### HOW TO COMPLETE THIS TASK
The entries below are to be repeated verbatim, in full.

• • •

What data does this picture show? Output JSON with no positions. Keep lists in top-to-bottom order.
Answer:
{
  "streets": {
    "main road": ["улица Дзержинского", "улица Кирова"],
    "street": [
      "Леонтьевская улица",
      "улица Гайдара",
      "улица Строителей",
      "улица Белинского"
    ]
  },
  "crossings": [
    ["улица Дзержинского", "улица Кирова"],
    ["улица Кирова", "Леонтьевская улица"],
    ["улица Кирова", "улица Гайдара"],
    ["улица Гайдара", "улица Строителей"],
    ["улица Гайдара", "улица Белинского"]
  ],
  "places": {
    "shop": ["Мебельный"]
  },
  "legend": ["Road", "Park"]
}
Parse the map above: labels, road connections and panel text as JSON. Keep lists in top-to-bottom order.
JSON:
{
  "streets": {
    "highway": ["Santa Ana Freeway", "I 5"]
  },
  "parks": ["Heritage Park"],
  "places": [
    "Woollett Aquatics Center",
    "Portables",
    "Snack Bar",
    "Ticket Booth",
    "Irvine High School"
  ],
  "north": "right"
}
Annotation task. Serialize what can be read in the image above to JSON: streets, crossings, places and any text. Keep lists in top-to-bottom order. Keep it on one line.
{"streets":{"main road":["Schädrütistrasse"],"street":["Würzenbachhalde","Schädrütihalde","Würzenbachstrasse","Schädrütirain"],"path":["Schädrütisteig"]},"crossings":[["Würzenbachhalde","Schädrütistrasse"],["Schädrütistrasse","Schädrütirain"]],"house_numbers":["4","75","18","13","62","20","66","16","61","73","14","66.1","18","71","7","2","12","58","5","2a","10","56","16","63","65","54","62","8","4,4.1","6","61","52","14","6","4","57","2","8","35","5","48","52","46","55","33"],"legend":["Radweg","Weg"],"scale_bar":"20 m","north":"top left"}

• • •

### TASK SOLUTION
What data does this picture show? Output JSON with no positions. Keep lists in top-to-bottom order.
Answer:
{
  "streets": {
    "main road": ["улица Дзержинского", "улица Кирова"],
    "street": [
      "Леонтьевская улица",
      "улица Гайдара",
      "улица Строителей",
      "улица Белинского"
    ]
  },
  "crossings": [
    ["улица Дзержинского", "улица Кирова"],
    ["улица Кирова", "Леонтьевская улица"],
    ["улица Кирова", "улица Гайдара"],
    ["улица Гайдара", "улица Строителей"],
    ["улица Гайдара", "улица Белинского"]
  ],
  "places": {
    "shop": ["Мебельный"]
  },
  "legend": ["Road", "Park"]
}
Parse the map above: labels, road connections and panel text as JSON. Keep lists in top-to-bottom order.
JSON:
{
  "streets": {
    "highway": ["Santa Ana Freeway", "I 5"]
  },
  "parks": ["Heritage Park"],
  "places": [
    "Woollett Aquatics Center",
    "Portables",
    "Snack Bar",
    "Ticket Booth",
    "Irvine High School"
  ],
  "north": "right"
}
Annotation task. Serialize what can be read in the image above to JSON: streets, crossings, places and any text. Keep lists in top-to-bottom order. Keep it on one line.
{"streets":{"main road":["Schädrütistrasse"],"street":["Würzenbachhalde","Schädrütihalde","Würzenbachstrasse","Schädrütirain"],"path":["Schädrütisteig"]},"crossings":[["Würzenbachhalde","Schädrütistrasse"],["Schädrütistrasse","Schädrütirain"]],"house_numbers":["4","75","18","13","62","20","66","16","61","73","14","66.1","18","71","7","2","12","58","5","2a","10","56","16","63","65","54","62","8","4,4.1","6","61","52","14","6","4","57","2","8","35","5","48","52","46","55","33"],"legend":["Radweg","Weg"],"scale_bar":"20 m","north":"top left"}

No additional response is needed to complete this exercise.